Exhaling, he paced across the stage. “To fully comprehend that danger, the future we face if we do not take action, we must try to understand our turbulent past. Not simply in the manner in which we learned Trade History as youngsters, but with a more critical eye.” He clasped his hands behind his back and faced them. As he recounted the Dark Years preceding the Great War, Jas fell fully under his spell, barely breathing when he described in sickening detail the outcome of massive antimatter weaponry detonations.

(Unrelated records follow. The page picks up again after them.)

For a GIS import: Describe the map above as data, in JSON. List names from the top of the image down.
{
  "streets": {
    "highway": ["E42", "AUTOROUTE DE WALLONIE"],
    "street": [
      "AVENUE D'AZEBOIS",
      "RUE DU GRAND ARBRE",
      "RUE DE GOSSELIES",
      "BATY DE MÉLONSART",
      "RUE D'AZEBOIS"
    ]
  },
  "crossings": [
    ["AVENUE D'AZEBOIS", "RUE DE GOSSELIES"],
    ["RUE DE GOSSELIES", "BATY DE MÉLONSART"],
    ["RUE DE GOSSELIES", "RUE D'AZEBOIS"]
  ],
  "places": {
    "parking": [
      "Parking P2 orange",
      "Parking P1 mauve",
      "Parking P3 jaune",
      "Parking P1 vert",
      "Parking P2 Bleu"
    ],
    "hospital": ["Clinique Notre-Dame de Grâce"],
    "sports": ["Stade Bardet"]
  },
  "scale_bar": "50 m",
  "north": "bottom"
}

His voice was low and earnest. “It is difficult to imagine a war so terrible, comprised of acts so heinous, that its psychological aftermath impelled warriors bred for battle to lay down their weapons…forever. But that they did. ‘Peace for all the time,’ they decreed, and incorporated that covenant into our holiest of documents, the Treatise of Trade…so that we would never forget. But—I ask you—did they honestly intend that we maintain that peace in the face of evil? At any cost?”

The crowd reacted first with silence, then with uneasy grumbling, a reaction that seemed to please Rom. His voice soared as he likened Sharron to the warlords who had brought civilization to the brink of annihilation eleven thousand years before. “Their leader is now dead. But his soldiers will carry on without him—many of them Vash Nadah. Those who do not believe me—look at the data! Even now, your intelligence reports reveal that they are preparing for another attack. Where will that be? When? How many more lives must be lost before we wage war against this monstrous threat, this strengthening evil unsurpassed in our time? We must fight as one to defeat them. I do not mean one family…or three. But all eight. Unity is victory.” He slammed his fist into his hand. “And without victory there is no survival!”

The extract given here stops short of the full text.